The expectation of what you'll think after new evidence has to be the same as you think now, so can't point in any particular direction. However "direction" is a binary variable (which you might well care about) and this can have a particular non-zero expectation.

I'm being slightly ambiguous as to whether "expected" in "expected direction" is meant to be the technical sense or the common English one. It works fine for either, but to interpret it as an expectation you have to choose an embedding of your binary variable in a continuous space, which I was avoiding because it didn't seem to add much to the discussion.

So to summarise in pop Bayesian terms, akin to "don’t be so sure of your beliefs; be less sure when you see contradictory evidence." :

  1. There is always evidence; if it looks like the contrary, you are using too high a bar. (The plural of 'anecdote' is 'qualitative study'.)
  2. You can always give a guess; even if it later turns out incorrect, you have no way of knowing now.
  3. The only thing that matters is the prediction; hunches, gut feelings, hard numbers or academic knowledge, it all boils down to probabilities.
  4. Absence of evidence is evidence of absence, but you can't be picky with evidence.
  5. The maths don't lie; if it works, it is because somewhere there are numbers and rigour saying it should. (Notice the direction of the implication "it works" => "it has maths".)
  6. The more confident you are, the more surprised you can be; if you are unsure it means you expect anything.
  7. "Knowledge" is just a fancy-sounding word; ahead-of-time predictions or bust!

ETA:

  1. Choosing to believe is wishful thinking.

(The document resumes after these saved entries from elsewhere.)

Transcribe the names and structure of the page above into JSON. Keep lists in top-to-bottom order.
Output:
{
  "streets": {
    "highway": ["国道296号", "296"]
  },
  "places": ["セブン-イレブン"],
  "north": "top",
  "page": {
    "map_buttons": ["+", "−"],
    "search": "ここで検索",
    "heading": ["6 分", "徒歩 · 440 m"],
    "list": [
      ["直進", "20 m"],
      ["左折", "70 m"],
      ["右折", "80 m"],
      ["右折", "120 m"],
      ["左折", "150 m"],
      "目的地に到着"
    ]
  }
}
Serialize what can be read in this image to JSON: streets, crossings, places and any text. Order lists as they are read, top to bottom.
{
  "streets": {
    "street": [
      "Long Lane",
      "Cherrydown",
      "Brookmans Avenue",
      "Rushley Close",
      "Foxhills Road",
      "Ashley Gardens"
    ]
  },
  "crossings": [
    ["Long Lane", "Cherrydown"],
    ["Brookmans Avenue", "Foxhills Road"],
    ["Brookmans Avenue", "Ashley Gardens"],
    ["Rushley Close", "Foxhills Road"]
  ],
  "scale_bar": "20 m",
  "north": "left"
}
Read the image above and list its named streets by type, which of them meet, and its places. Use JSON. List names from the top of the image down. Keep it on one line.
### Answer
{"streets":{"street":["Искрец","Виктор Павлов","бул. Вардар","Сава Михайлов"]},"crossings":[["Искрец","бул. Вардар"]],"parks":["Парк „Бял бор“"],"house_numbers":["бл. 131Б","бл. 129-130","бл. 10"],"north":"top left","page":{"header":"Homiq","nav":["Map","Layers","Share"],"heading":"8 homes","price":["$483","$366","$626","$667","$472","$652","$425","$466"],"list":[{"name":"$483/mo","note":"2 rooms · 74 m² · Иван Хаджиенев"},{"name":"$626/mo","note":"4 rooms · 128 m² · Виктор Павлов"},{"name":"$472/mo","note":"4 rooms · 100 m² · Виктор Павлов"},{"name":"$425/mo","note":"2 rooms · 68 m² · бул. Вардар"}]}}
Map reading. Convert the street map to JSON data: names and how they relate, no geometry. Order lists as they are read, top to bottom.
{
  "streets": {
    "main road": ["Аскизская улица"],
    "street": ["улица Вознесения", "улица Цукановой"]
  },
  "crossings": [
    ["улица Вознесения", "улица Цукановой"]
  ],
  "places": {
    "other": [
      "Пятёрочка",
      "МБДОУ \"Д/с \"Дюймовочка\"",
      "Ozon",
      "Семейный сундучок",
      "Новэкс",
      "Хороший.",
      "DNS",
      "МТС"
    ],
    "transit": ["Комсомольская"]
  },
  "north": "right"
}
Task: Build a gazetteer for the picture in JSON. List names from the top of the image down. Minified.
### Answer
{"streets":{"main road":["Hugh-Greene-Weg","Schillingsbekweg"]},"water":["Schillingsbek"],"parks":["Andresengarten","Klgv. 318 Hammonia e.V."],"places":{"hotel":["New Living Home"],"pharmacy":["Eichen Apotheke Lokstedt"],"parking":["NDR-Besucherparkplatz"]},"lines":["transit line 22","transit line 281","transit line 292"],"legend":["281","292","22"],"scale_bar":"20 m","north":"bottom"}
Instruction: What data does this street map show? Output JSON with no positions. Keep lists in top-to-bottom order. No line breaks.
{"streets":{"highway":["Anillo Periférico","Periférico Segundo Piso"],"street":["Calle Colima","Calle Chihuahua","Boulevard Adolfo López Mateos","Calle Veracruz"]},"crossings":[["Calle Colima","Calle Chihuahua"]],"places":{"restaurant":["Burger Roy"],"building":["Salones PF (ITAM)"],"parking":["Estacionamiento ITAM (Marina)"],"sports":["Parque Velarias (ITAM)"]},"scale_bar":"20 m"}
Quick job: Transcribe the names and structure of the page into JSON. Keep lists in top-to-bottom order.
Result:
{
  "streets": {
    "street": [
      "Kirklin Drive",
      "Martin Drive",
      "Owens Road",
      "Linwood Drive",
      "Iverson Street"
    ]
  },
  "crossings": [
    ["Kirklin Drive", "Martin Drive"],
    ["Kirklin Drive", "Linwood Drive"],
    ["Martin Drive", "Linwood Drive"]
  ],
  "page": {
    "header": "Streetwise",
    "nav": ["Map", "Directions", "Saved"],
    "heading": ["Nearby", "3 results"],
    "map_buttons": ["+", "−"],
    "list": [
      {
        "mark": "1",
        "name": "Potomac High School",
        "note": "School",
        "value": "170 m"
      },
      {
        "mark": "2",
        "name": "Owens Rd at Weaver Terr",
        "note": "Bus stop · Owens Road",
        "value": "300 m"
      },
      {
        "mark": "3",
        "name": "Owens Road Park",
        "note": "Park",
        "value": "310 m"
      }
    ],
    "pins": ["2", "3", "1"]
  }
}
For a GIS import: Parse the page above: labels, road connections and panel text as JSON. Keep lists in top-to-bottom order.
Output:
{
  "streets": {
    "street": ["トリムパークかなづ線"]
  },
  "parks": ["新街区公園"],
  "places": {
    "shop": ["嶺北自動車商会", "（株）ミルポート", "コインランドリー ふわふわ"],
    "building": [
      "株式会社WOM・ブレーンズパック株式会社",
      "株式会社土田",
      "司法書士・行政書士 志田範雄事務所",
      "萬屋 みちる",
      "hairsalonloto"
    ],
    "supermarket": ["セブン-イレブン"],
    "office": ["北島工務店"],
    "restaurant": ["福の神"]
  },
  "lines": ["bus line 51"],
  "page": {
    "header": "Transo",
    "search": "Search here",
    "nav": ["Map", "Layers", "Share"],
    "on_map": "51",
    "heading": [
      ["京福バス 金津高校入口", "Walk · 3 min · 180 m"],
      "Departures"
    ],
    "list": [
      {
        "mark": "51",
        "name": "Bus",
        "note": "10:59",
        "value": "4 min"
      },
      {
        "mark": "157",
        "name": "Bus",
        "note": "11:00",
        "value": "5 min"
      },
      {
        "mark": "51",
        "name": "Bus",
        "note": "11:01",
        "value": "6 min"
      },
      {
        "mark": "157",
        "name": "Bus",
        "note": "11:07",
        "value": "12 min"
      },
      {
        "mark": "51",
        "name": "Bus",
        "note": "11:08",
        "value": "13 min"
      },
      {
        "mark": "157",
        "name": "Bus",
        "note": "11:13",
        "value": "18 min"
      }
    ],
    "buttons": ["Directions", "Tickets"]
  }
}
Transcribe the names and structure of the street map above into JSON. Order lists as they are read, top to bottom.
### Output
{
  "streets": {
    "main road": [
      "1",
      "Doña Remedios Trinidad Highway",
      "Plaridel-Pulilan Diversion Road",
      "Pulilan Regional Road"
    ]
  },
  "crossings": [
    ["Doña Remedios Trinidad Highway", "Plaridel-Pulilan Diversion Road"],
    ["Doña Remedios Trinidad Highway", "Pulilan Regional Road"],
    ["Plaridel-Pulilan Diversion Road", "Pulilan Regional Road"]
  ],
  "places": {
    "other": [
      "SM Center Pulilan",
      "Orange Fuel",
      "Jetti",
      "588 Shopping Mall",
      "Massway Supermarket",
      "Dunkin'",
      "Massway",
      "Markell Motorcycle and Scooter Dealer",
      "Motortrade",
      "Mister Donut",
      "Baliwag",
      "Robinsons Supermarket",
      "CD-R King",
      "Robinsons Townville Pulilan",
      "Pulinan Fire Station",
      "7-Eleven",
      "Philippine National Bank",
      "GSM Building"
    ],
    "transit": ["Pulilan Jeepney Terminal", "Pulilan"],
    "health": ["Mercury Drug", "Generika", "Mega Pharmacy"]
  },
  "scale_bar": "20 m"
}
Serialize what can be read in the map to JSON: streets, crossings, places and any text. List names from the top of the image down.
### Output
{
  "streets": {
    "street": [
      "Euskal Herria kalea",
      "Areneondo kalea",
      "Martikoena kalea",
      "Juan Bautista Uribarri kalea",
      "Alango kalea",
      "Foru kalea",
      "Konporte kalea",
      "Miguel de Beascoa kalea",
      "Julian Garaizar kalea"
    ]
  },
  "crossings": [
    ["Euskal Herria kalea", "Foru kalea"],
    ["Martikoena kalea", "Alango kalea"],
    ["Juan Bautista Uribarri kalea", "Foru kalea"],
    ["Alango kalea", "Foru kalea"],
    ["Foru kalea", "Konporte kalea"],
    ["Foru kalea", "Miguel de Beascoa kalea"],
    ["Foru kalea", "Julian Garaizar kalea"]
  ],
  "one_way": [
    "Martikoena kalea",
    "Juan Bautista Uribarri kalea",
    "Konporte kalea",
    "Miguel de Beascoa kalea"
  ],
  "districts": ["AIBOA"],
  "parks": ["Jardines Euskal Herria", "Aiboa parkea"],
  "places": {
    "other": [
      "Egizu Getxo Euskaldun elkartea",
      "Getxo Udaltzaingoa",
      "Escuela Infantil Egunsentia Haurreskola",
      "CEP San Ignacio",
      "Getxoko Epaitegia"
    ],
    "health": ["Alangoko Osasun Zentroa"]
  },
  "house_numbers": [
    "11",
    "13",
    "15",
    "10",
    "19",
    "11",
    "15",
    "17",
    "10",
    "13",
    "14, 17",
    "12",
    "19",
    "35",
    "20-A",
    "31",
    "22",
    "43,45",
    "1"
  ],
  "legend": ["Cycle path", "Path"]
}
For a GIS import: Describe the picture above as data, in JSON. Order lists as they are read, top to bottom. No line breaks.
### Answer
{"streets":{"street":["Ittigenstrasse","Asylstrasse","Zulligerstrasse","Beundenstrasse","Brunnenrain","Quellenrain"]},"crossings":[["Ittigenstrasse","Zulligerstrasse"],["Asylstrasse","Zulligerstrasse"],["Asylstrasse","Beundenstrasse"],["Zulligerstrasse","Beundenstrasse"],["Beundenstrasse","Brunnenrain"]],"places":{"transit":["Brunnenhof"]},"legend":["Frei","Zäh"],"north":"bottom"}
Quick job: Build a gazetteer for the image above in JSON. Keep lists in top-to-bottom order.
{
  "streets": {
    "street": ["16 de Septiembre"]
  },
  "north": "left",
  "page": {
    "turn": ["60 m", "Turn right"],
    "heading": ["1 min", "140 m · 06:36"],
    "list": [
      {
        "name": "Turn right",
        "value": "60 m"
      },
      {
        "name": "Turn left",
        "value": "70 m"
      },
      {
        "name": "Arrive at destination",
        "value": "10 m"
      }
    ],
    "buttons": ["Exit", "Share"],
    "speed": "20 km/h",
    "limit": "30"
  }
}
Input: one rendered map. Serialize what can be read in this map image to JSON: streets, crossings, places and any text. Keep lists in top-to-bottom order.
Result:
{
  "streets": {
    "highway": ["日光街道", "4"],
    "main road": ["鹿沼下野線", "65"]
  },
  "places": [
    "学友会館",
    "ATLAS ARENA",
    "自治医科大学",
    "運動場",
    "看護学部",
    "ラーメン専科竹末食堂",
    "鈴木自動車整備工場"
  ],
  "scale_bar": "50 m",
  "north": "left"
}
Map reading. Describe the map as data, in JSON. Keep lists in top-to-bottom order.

I'll add the Bayesian definition of evidence an awareness of selection effects to the list.

Reading this clarified something for me. In particular, "Banish talk like "There is absolutely no evidence for that belief".

OK, I can see that mathematically there can be very small amounts of evidence for some propositions (e.g. the existence of the deity Thor.) However in practice there is a limit to how small evidence can be for me to make any practical use of it. If we assign certainties to our beliefs on a scale of 0 to 100, then what can I realistically do with a bit of evidence that moves me from 87 to 87.01? or 86.99? I don't think I can estimate my certainty accurately to 1 decimal place--in fact I'm not sure I can get it to within one significant digit on many issues--and yet there's a lot of evidence in the world that should move my beliefs by a lot less than that.

Mathematically it makes sense to update on all evidence. Practically, there is a fuzzy threshold beyond which I need to just ignore very weak evidence, unless there's so much of it that the sum total crosses the bounds of significance.

Practically, there is a fuzzy threshold beyond which I need to just ignore very weak evidence, unless there's so much of it that the sum total crosses the bounds of significance.

Consider the difficulties of programming something like that:

Ignore evidence. If the accumulated ignored evidence crosses some threshold, process the whole of it.

You see the problem. If the quoted sentence is your preferred modus operandi, you'll have to restrict what you mean by "ignore". You'll still need to file it somewhere, and to evaluate it somehow, just so when the cumulative weight exceeds your given threshold, you'll be able to still update on it.